▶ [ENTRIES SHOWN]:
· · · ·

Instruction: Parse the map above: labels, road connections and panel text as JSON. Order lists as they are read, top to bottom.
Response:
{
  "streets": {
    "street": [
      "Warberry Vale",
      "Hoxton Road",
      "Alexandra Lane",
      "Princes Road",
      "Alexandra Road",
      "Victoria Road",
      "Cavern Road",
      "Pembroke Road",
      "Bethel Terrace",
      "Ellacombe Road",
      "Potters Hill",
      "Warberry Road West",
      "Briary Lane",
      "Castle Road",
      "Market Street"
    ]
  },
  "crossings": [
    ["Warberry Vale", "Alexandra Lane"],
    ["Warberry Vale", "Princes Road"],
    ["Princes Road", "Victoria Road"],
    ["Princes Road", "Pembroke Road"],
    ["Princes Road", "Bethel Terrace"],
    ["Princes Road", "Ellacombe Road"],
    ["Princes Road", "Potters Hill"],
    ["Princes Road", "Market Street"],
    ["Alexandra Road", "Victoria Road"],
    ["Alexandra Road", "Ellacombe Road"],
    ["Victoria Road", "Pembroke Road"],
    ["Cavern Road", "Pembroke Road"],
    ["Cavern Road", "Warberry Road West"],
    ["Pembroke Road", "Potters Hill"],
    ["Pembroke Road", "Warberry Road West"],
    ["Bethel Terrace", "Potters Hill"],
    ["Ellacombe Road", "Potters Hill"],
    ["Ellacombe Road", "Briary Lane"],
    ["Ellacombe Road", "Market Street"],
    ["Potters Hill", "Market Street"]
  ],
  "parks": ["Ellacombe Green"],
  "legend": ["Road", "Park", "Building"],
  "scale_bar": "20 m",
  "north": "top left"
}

· · · ·

▶ [EXERCISE INSTRUCTIONS]: Find the string "Cavern" in the listing and return every line that holds it.

▶ [ANSWER BOX]:
      "Cavern Road",
    ["Cavern Road", "Pembroke Road"],
    ["Cavern Road", "Warberry Road West"],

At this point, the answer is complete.